Pada 2017, T.O.P menerima vonis 10 bulan penjara dengan masa percobaan 2 tahun atas tuduhan penggunaan ganja di masa lalu saat menjalani wajib militer, memicu kritik keras publik, dan setelahnya menunjukkan langkah yang mengindikasikan hengkang dari grup. Daesung juga terseret kontroversi terkait dugaan beroperasinya tempat hiburan ilegal di gedung miliknya, namun kasus itu ditutup dengan putusan tanpa dakwaan.
Insiden yang dinilai menjadi noda paling krusial bagi grup terjadi pada 2019, yakni skandal ‘Burning Sun’. Mega-skandal yang melibatkan narkoba, kejahatan seksual, dan dugaan kongkalikong polisi di klub Burning Sun—di mana Seungri menjabat sebagai direktur eksekutif—mengguncang seluruh masyarakat Korea. Imbasnya, Seungri dijatuhi hukuman penjara 1 tahun 6 bulan dan didepak dari dunia hiburan dengan aib permanen, sementara BIGBANG menyandang cap memalukan sebagai ‘idola kriminal’.
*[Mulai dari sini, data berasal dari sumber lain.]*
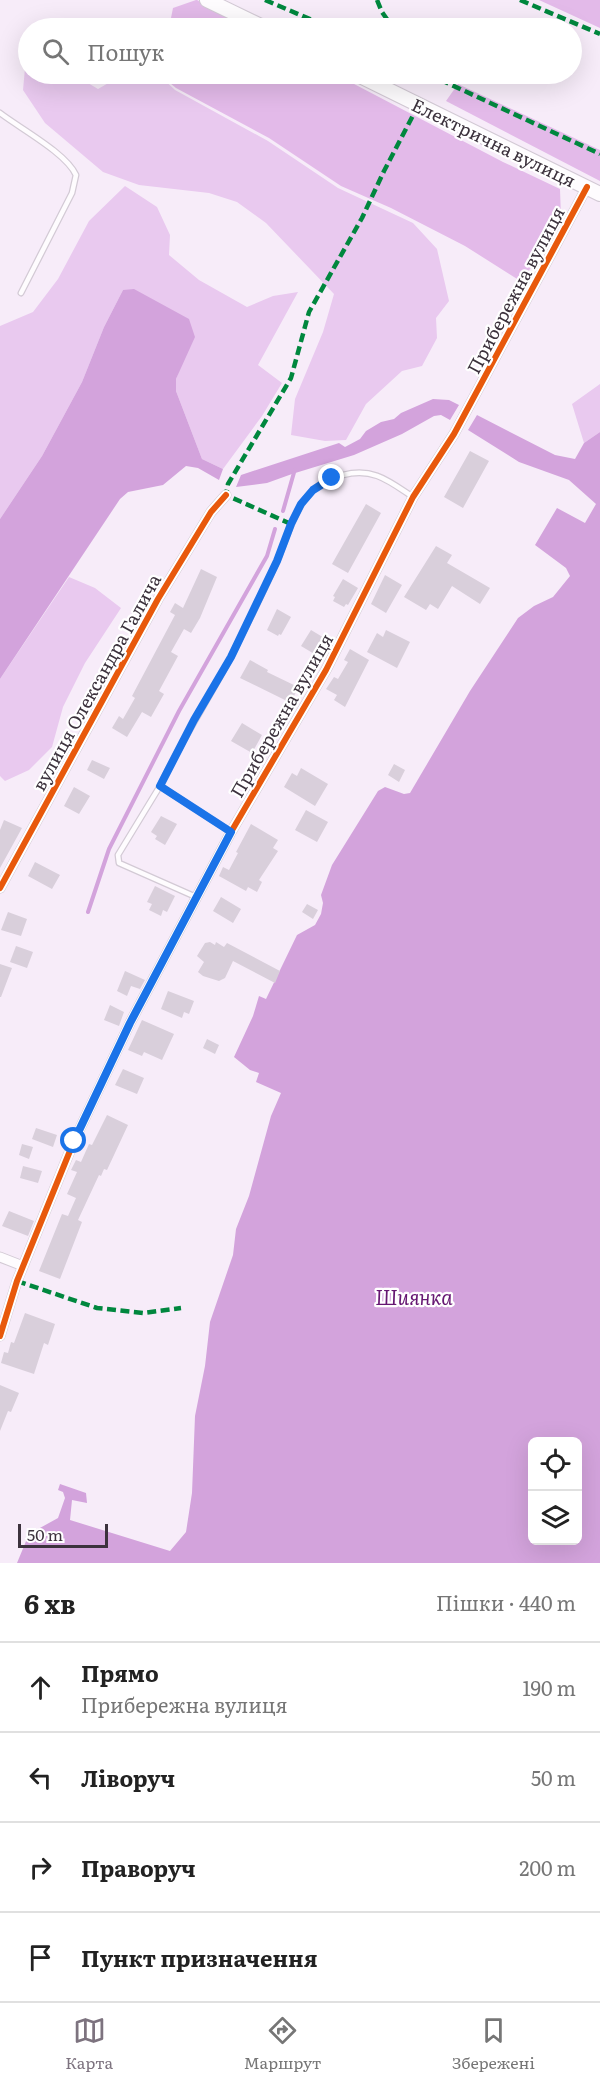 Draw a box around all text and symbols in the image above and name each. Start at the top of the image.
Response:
search box [18,18,582,84]
icon: search [39,35,72,68]
text: Пошук [87,35,164,68]
street label: Електрична вулиця [407,91,581,193]
street label: Прибережна вулиця [459,202,571,378]
route end [318,464,344,490]
street label: вулиця Олександра Галича [25,568,167,795]
street label: Прибережна вулиця [223,628,339,802]
route start [60,1127,86,1153]
water label: Шиянка [375,1281,453,1311]
map controls [528,1437,582,1545]
button: locate [528,1437,582,1491]
button: layers [528,1491,582,1545]
scale bar [18,1521,108,1548]
text: 50 m [27,1522,63,1546]
text: 6 хв [24,1583,76,1622]
text: Пішки · 440 m [436,1587,576,1617]
text: Прямо [81,1656,159,1689]
icon: ahead [24,1671,57,1704]
text: 190 m [522,1672,576,1702]
text: Прибережна вулиця [81,1689,287,1719]
icon: left [24,1761,57,1794]
text: Ліворуч [81,1761,175,1794]
text: 50 m [531,1762,576,1792]
icon: right [24,1851,57,1884]
text: Праворуч [81,1851,196,1884]
text: 200 m [519,1852,576,1882]
icon: arrive [24,1941,57,1974]
text: Пункт призначення [81,1941,318,1974]
tab: Карта [65,2014,113,2074]
tab: Маршрут [244,2014,321,2074]
tab: Збережені [452,2014,535,2074]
Belakangan, G-Dragon sempat berdiri di hadapan media di kantor polisi terkait dugaan penyalahgunaan narkoba. Setelah hadir secara sukarela dan dengan tegas membantah tuduhan, ia akhirnya dinyatakan tidak bersalah, memulihkan kehormatannya. Namun rangkaian peristiwa ini meninggalkan luka mendalam bagi para penggemar dan kelelahan bagi publik. Dengan begitu, formasi ‘lima member’ BIGBANG pun tercerai-berai.
Pada April 2022, BIGBANG merilis lagu baru ‘봄여름가을겨울 (Still Life)’ sebagai formasi empat orang tanpa Seungri, namun T.O.P kemudian secara resmi menyatakan hengkang dari tim, menyisakan BIGBANG sebagai trio G-Dragon, Taeyang, dan Daesung.
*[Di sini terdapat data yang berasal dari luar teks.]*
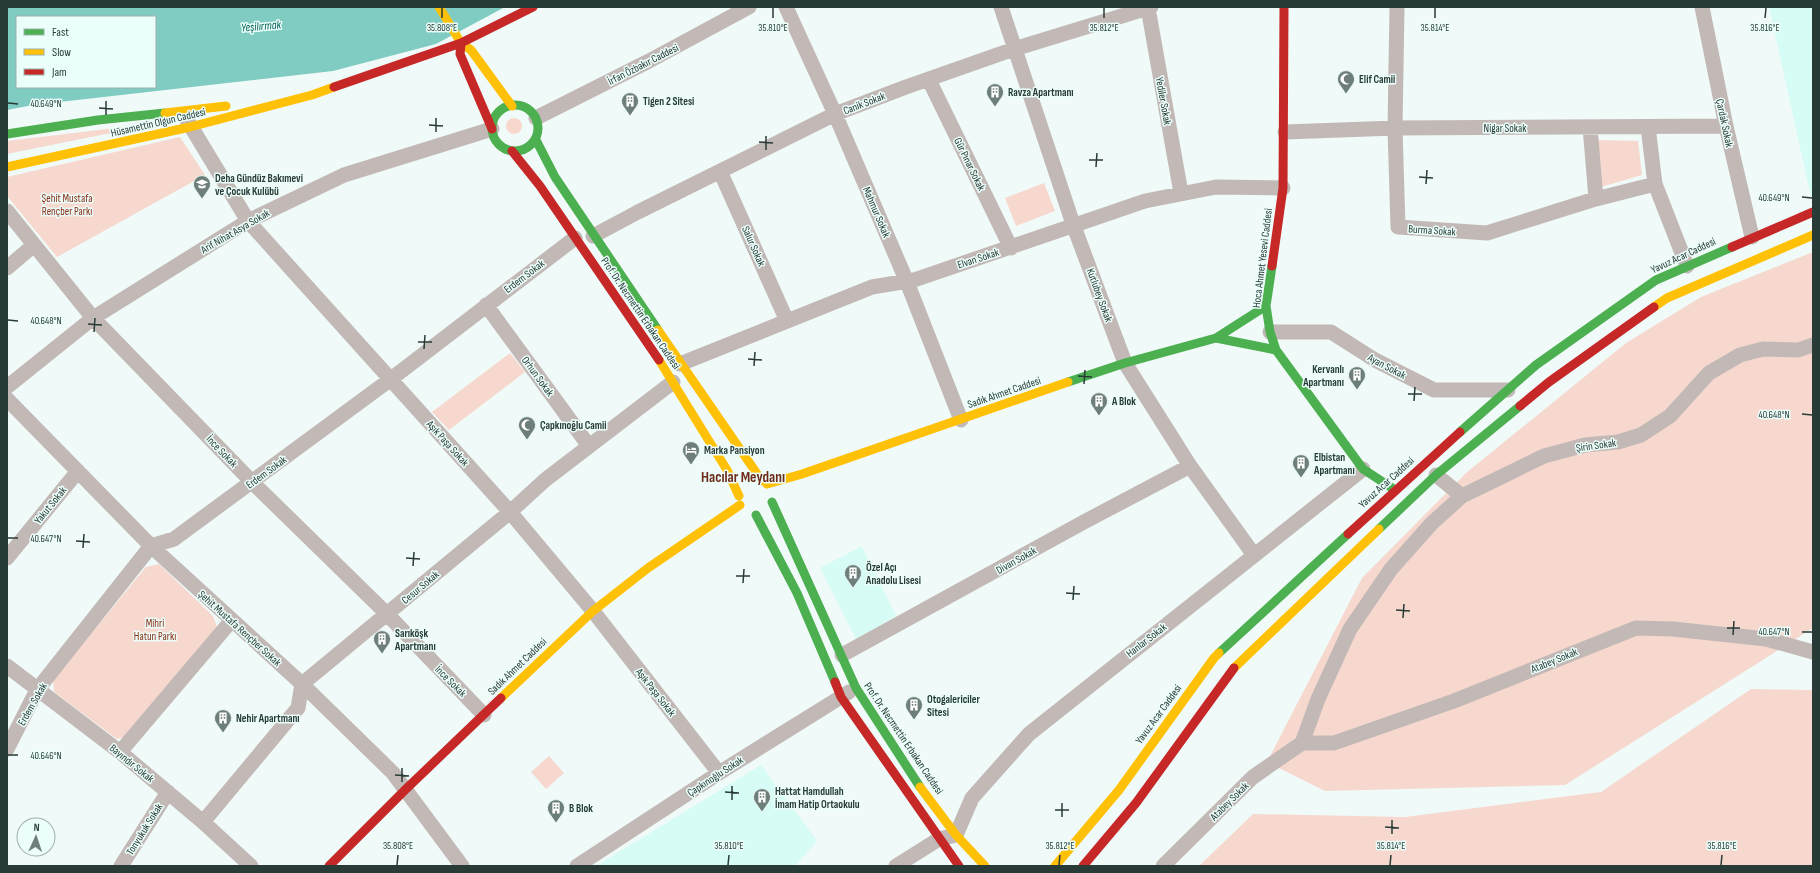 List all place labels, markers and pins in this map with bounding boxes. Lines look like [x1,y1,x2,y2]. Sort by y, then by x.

◆ Dari berlima menjadi bertiga—namun tetap ‘BIGBANG’
Dan kini, pada 2026 saat K-pop telah menjadi arus utama global, BIGBANG berdiri di panggung Coachella untuk menandai 20 tahun debut mereka. Para member yang tersisa telah menempuh aktivitas solo dengan sukses, mengasah kemampuan masing-masing, lalu kembali berkumpul di bawah nama ‘BIGBANG’. Para bocah yang dulu penuh gejolak kini menjadi veteran yang terluka setelah melewati berbagai badai. Berjalan sendiri-sendiri namun juga bersama, mereka kembali menunjukkan aura dan performa yang tak berubah di atas panggung, membuktikan dengan gamblang mengapa mereka masih disebut ikon K-pop.
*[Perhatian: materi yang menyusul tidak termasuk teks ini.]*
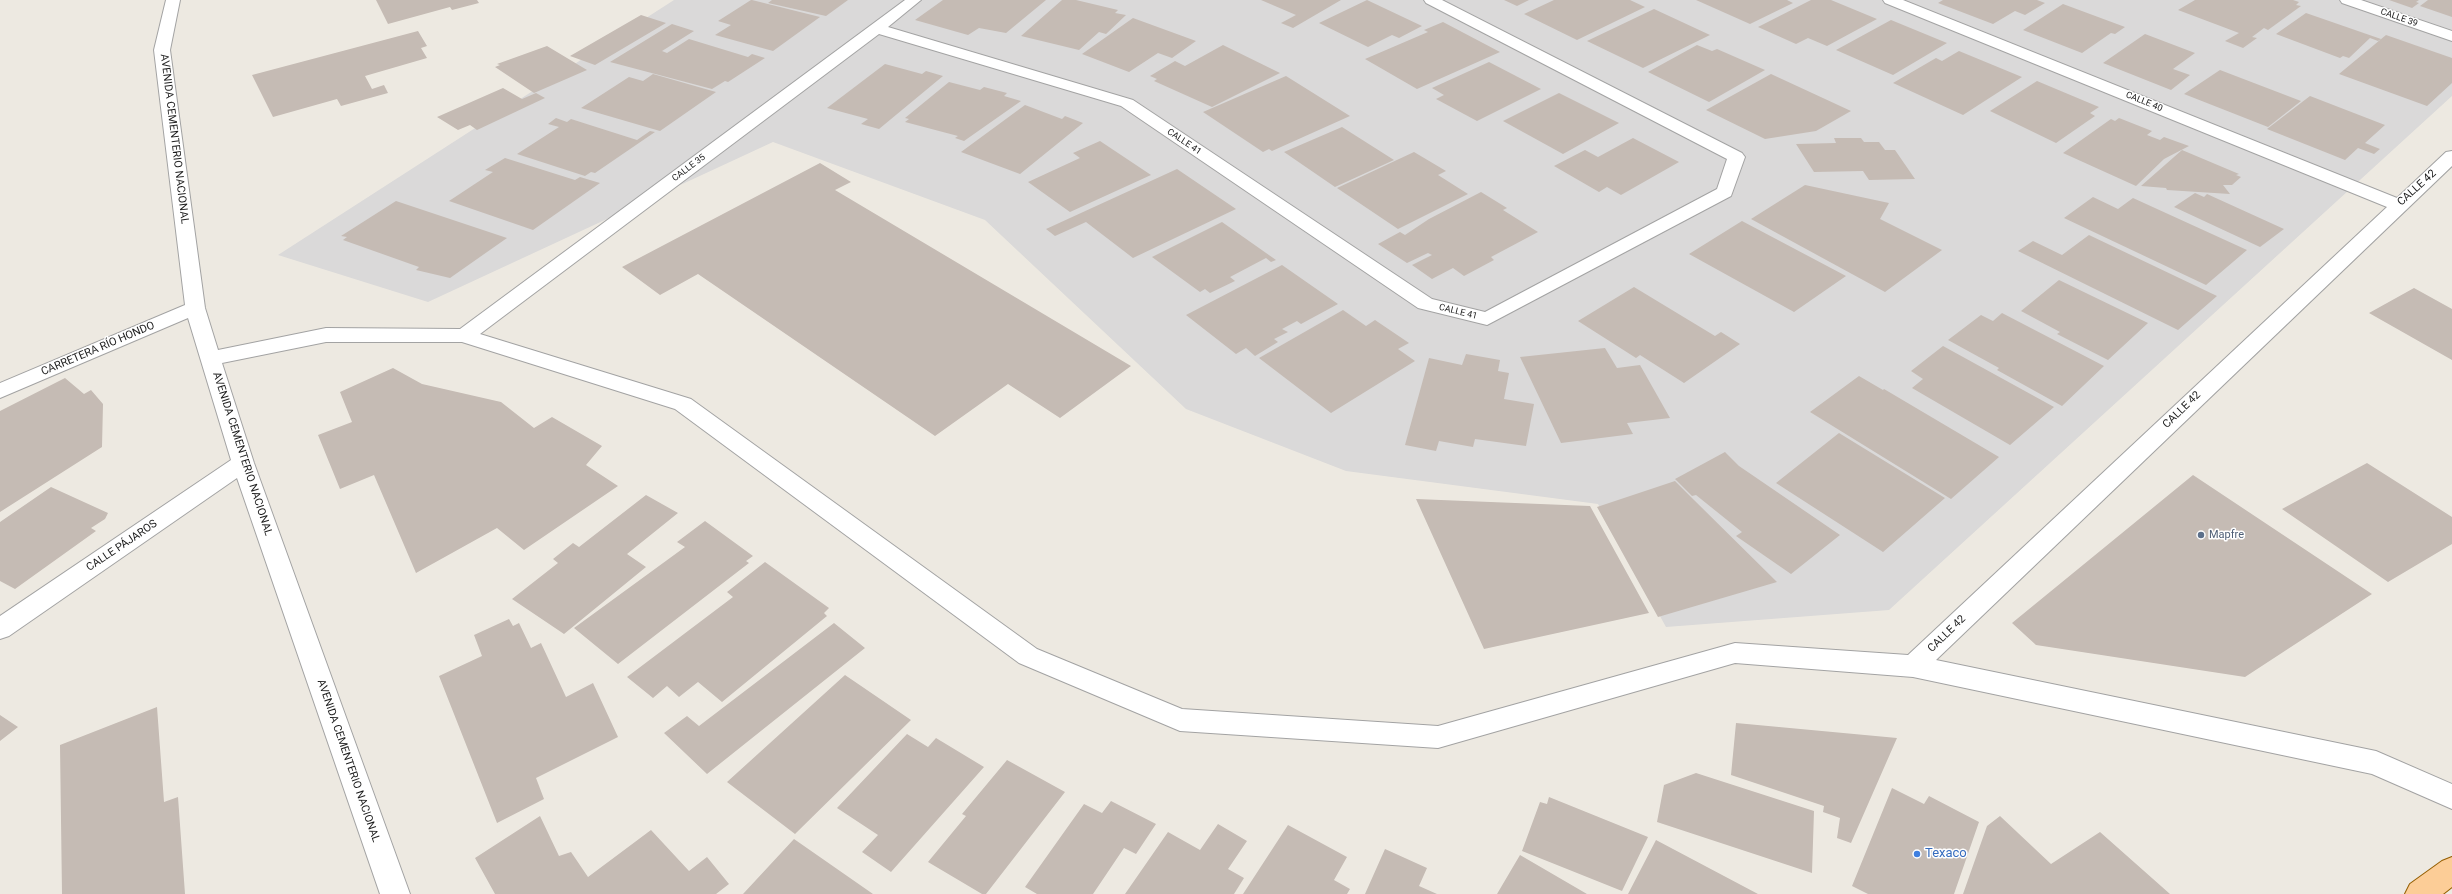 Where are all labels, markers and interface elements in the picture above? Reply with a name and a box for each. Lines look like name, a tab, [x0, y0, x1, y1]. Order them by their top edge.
street label: CALLE 39	[2379, 7, 2419, 29]
street label: AVENIDA CEMENTERIO NACIONAL	[157, 53, 191, 225]
street label: CALLE 40	[2124, 90, 2164, 114]
street label: CALLE 41	[1165, 127, 1203, 157]
street label: CALLE 35	[670, 152, 708, 184]
street label: CALLE 42	[2395, 167, 2439, 209]
street label: CALLE 41	[1438, 302, 1478, 322]
street label: CARRETERA RÍO HONDO	[39, 319, 157, 379]
street label: AVENIDA CEMENTERIO NACIONAL	[209, 370, 275, 538]
street label: CALLE 42	[2160, 389, 2204, 431]
street label: CALLE PÁJAROS	[84, 517, 160, 575]
place label: Mapfre	[2209, 528, 2244, 542]
marker: Mapfre	[2196, 530, 2206, 540]
street label: CALLE 42	[1925, 613, 1969, 655]
street label: AVENIDA CEMENTERIO NACIONAL	[314, 678, 382, 844]
place label: Texaco	[1925, 846, 1967, 862]
marker: Texaco	[1912, 849, 1922, 859]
Tur dunia BIGBANG yang diumumkan dalam rangka 20 tahun bukan sekadar menjual nostalgia. Ini adalah pembuktian getir namun dewasa dari para artis yang merangkul kemuliaan sekaligus luka, untuk kembali berdiri di hadapan publik dengan mengandalkan kekuatan murni dari musik itu sendiri. Di atas melodi yang kembali bergema di Coachella, bab kedua sang Raja K-pop baru saja dimulai.